Yotam Ottolenghi's Pot Barley and Lentils with Mushrooms and Sweet Spices
I’ve always tended to cook with pearl barley, so pot barley was a real revelation after Diana Henry suggested I use it instead of rice for a take on lentil mejadra. Unlike pearl barley – whose hulled, polished and tender nature makes it very happy to take on more robust flavours – pot barley’s inherent nuttiness and bite allows it to sing more independently in a dish. With more to get through before the grain is cooked, pot barley takes longer to cook than the pearled version but soaking it in cold water the night before will speed things along. It’s a robust and versatile grain that can be used instead of pasta, rice, couscous or bulgar. I’m finding all sorts of excuses to eat it with every meal at the moment – savoury and sweet.
|20g||dried porcini mushrooms|
|120g||pot barley, covered with cold water and soaked overnight|
|2||medium onions (240g in total), 1 peeled, halved and thinly sliced; the other peeled, halved and cut into 2cm-wide wedges|
|2 tbsp||plain flour|
|about 600ml sunflower oil, for frying|
|2 tbsp||olive oil|
|1½ tsp||ground cumin|
|1 tsp||ground allspice|
|1 tsp||ground cinnamon|
|3||large Portobello mushrooms, sliced into 1cm strips (250g)|
|1||lemon, rind shaved into long strips|
|½ tsp||caster sugar|
|1 tbsp||dried mint|
|1 tbsp||lemon juice|
|10g||dill, roughly chopped|
|10g||parsley, roughly chopped|
|60g||soured cream (optional)|
|salt and black pepper|
Place the dried porcini in a bowl, cover with 400ml of boiling water and leave to stand for 1 hour. Once cool, lift out the mushrooms and strain the liquid through a fine sieve lined with a clean J-cloth, to remove any grit. Return the mushrooms to the liquid.

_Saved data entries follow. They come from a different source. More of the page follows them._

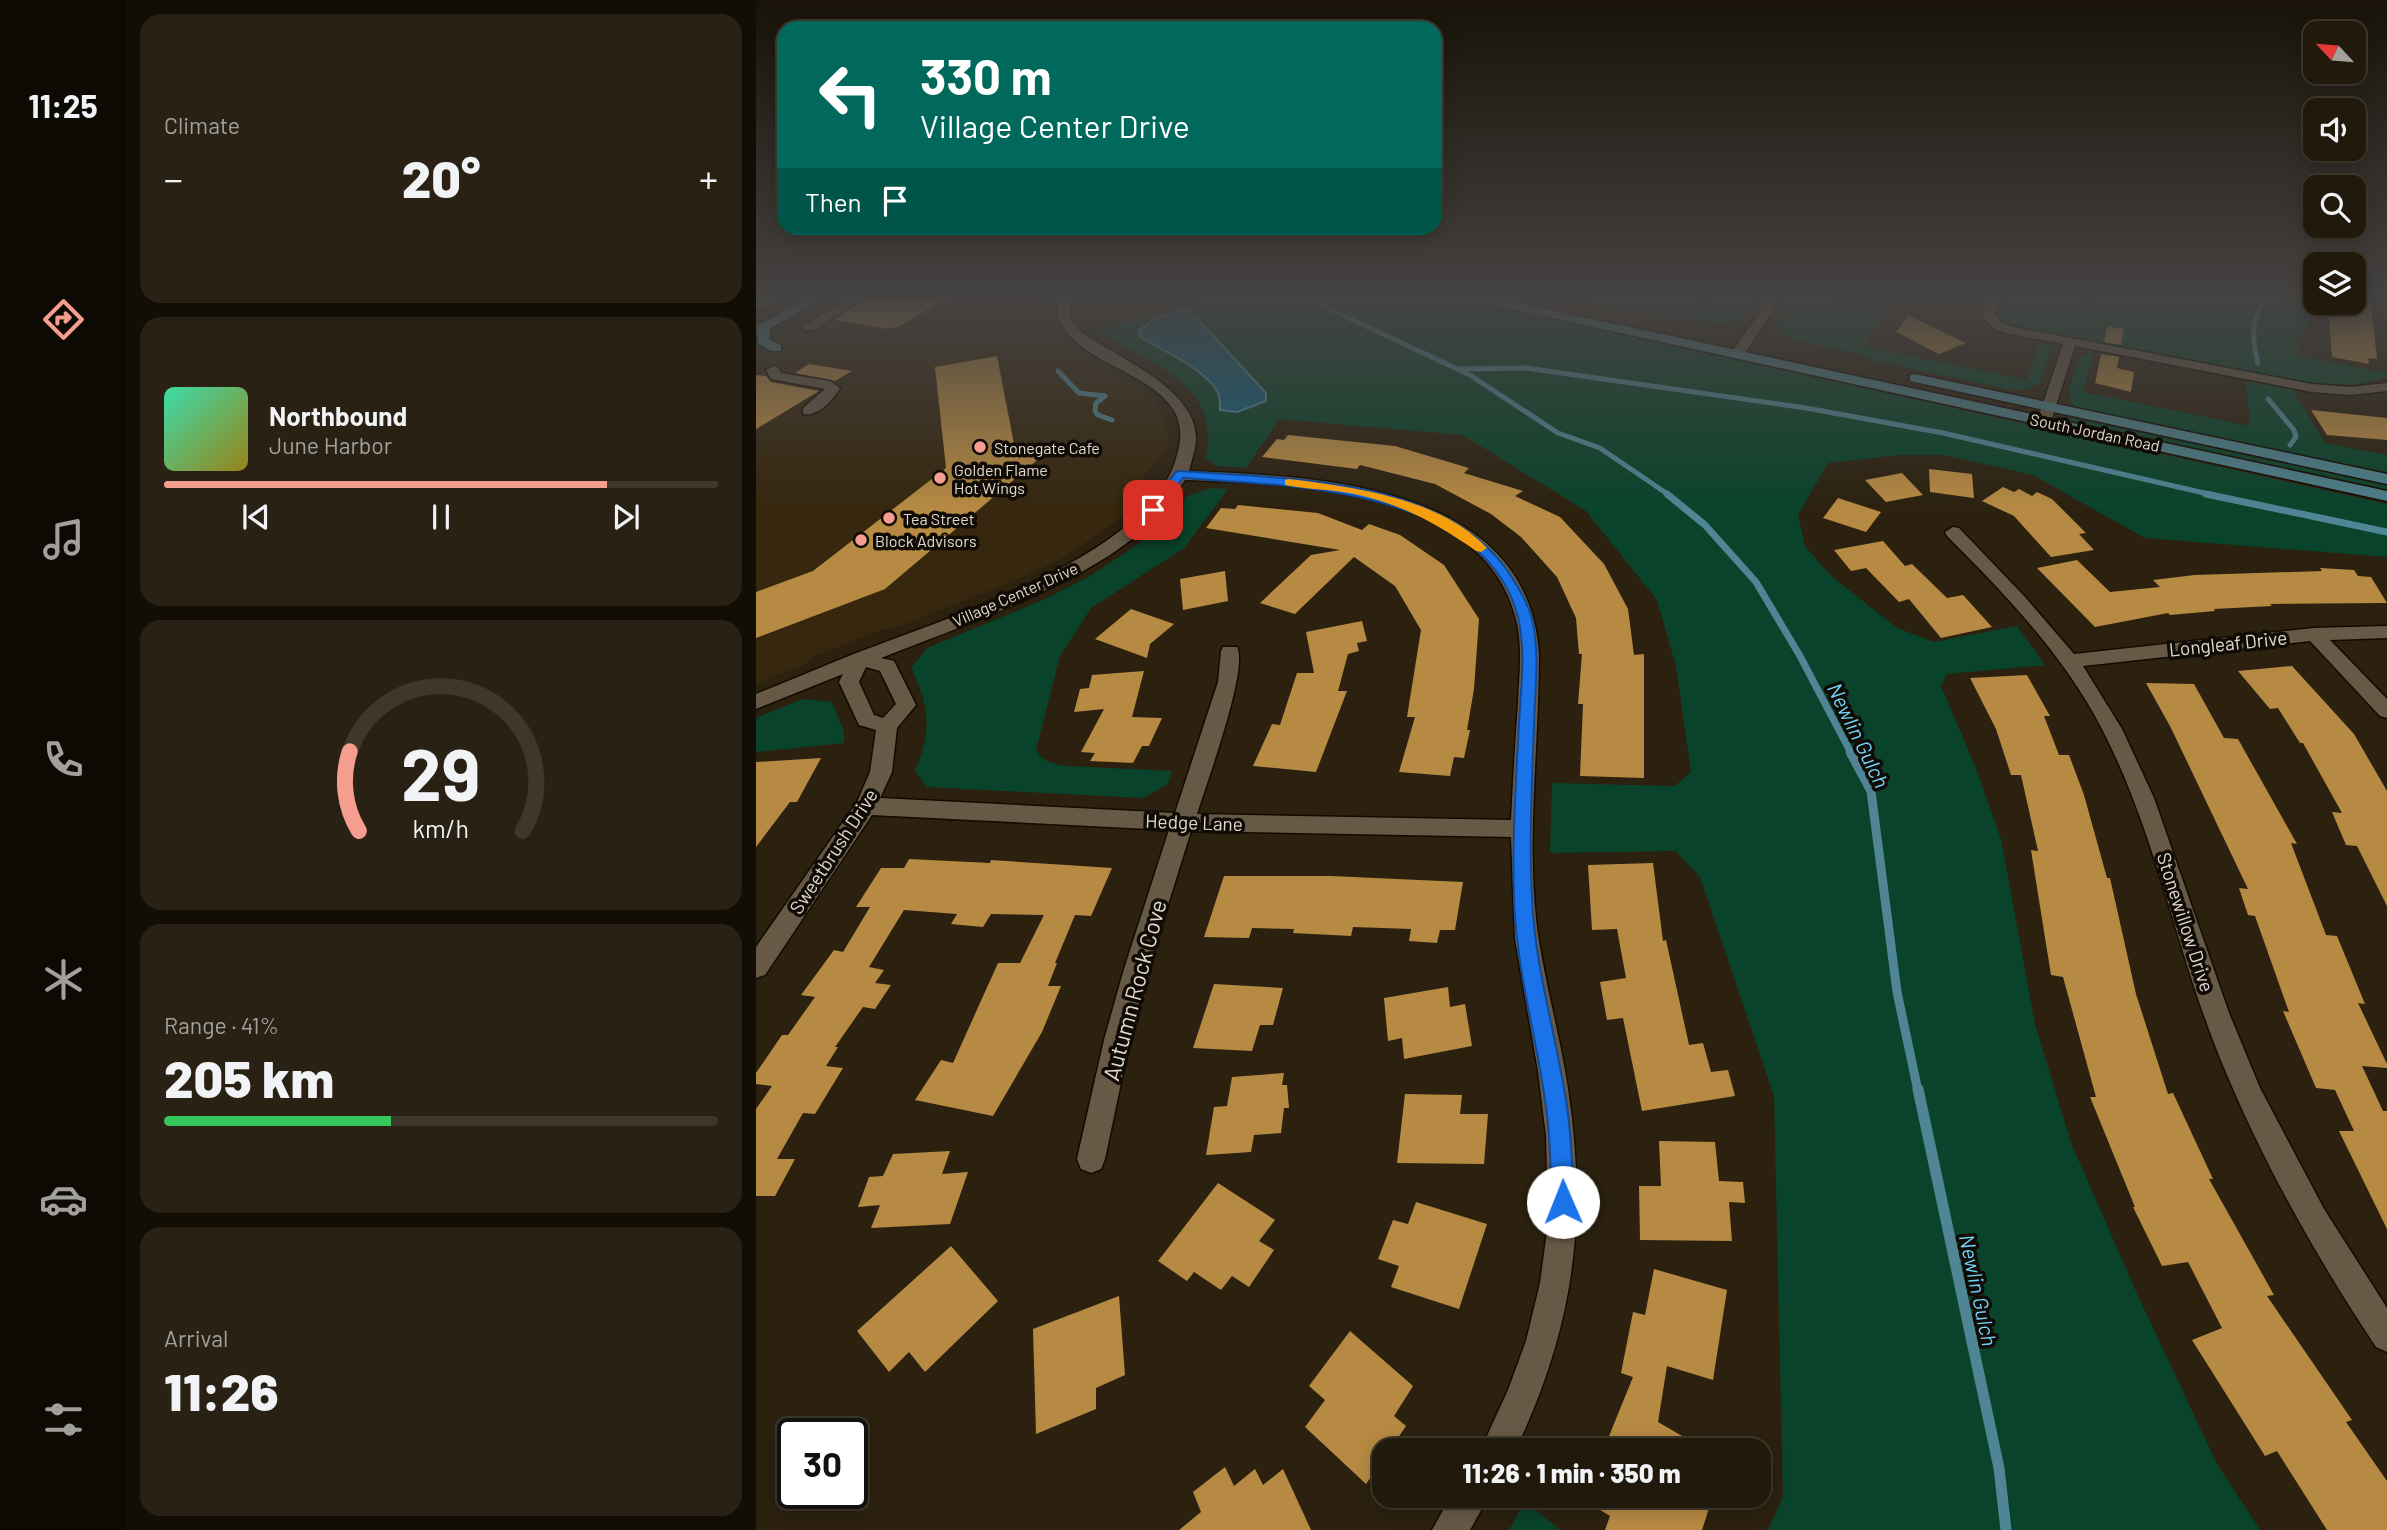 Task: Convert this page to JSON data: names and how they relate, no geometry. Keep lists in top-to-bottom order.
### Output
{
  "streets": {
    "main road": ["South Jordan Road"],
    "street": [
      "Village Center Drive",
      "Longleaf Drive",
      "Hedge Lane",
      "Sweetbrush Drive",
      "Stonewillow Drive",
      "Autumn Rock Cove"
    ]
  },
  "crossings": [
    ["Village Center Drive", "Sweetbrush Drive"],
    ["Longleaf Drive", "Stonewillow Drive"],
    ["Hedge Lane", "Sweetbrush Drive"],
    ["Hedge Lane", "Autumn Rock Cove"]
  ],
  "water": ["Newlin Gulch"],
  "places": [
    "Stonegate Cafe",
    "Golden Flame Hot Wings",
    "Tea Street",
    "Block Advisors"
  ],
  "north": "top left",
  "page": {
    "tabs": "11:25",
    "tile": [
      "Climate",
      ["Range · 41%", "205 km"],
      ["Arrival", "11:26"]
    ],
    "turn": ["330 m", "Village Center Drive"],
    "heat": ["−", "20°", "+"],
    "then": "Then",
    "song": ["Northbound", "June Harbor"],
    "limit": "30",
    "trip": "11:26 · 1 min · 350 m",
    "gauge": ["29", "km/h"]
  }
}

Drain the pot barley, rinse under cold water and place in a large saucepan with the lentils. Pour over plenty of cold water – it should come 5cm above the barley and lentils – place on a high heat and bring to the boil. Reduce the heat to medium–high and cook for 15–20 minutes, until the lentils and barley are cooked but still hold their shape. Drain, and transfer to a medium bowl to cool down. Place the onion slices in a small bowl, add the flour and shake gently. Pour the sunflower oil into a medium saucepan so that it comes 2cm up the sides.
Place on a high heat and, once hot, add half of the onion and fry for 3–4 minutes, until golden-brown. Use a slotted spoon to remove them from the oil and place them on a plate lined with kitchen paper. Repeat with the remaining slices and set aside to cool.

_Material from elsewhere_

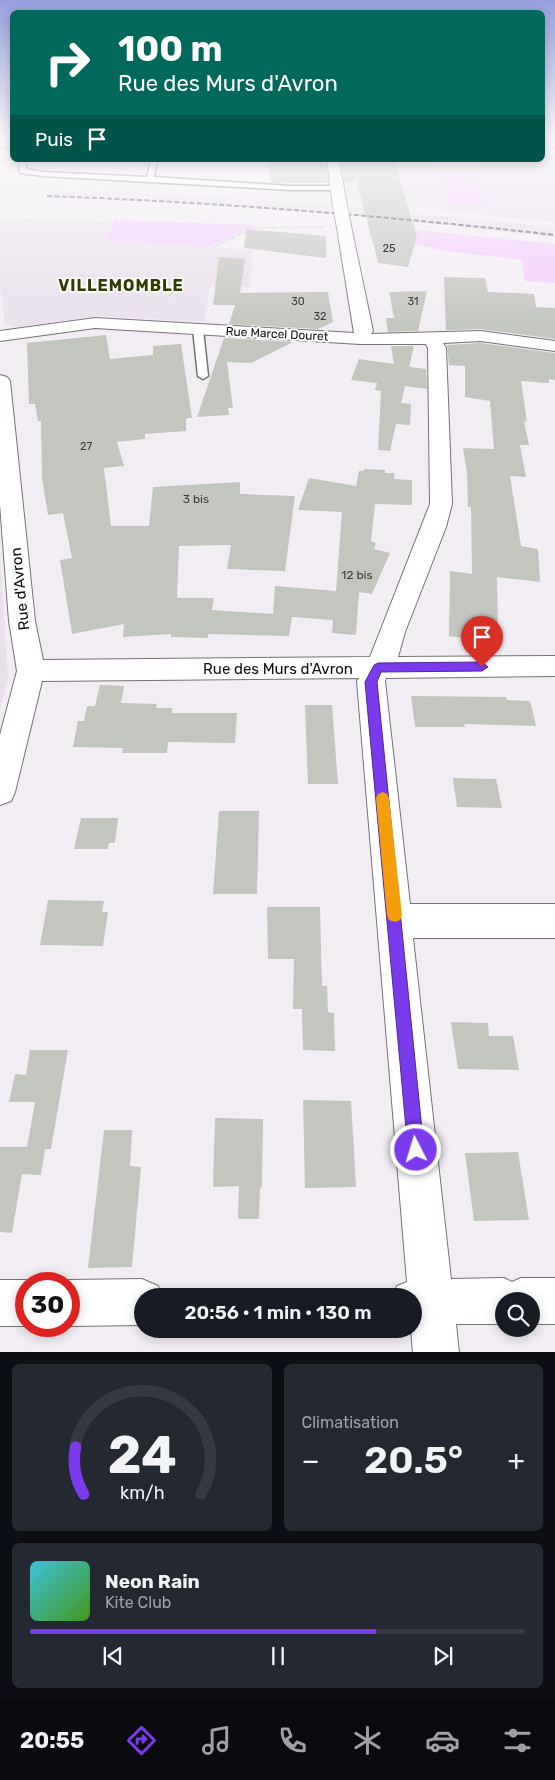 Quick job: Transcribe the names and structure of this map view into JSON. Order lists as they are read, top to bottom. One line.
{"streets":{"street":["Rue Marcel Douret","Rue d'Avron","Rue des Murs d'Avron"]},"crossings":[["Rue d'Avron","Rue des Murs d'Avron"]],"districts":["VILLEMOMBLE"],"house_numbers":["25","30","31","32","27","3 bis","12 bis"],"page":{"turn":["100 m","Rue des Murs d'Avron"],"then":"Puis","limit":"30","trip":"20:56 · 1 min · 130 m","tile":"Climatisation","heat":["−","20.5°","+"],"song":["Neon Rain","Kite Club"],"tabs":"20:55","gauge":["24","km/h"]}}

Place the onion wedges in a large sauté pan on a high heat with the olive oil and fry for 5 minutes, stirring frequently, until the onion is charred and soft. Add the ground spices and continue to cook for 30 seconds before adding the Portobello mushrooms, lemon strips, sugar and ½ teaspoon of salt. Fry for 3 minutes, until the mushrooms are starting to soften and gain some colour, stirring from time to time. Add the porcini, along with all of their soaking liquid, and boil rapidly for 5 minutes, until you have about 6 tablespoons of liquid left in the pan. Reduce the heat to low and add the lentils and barley to the pan, along with the dried mint, ¾ teaspoon of salt and a generous grind of black pepper. Stir to combine and cook for a final minute. Remove from the heat and add the lemon juice, dill, parsley and crispy onion. Transfer to a large serving platter or individual plates and serve warm, with a spoonful of soured cream on top, if using.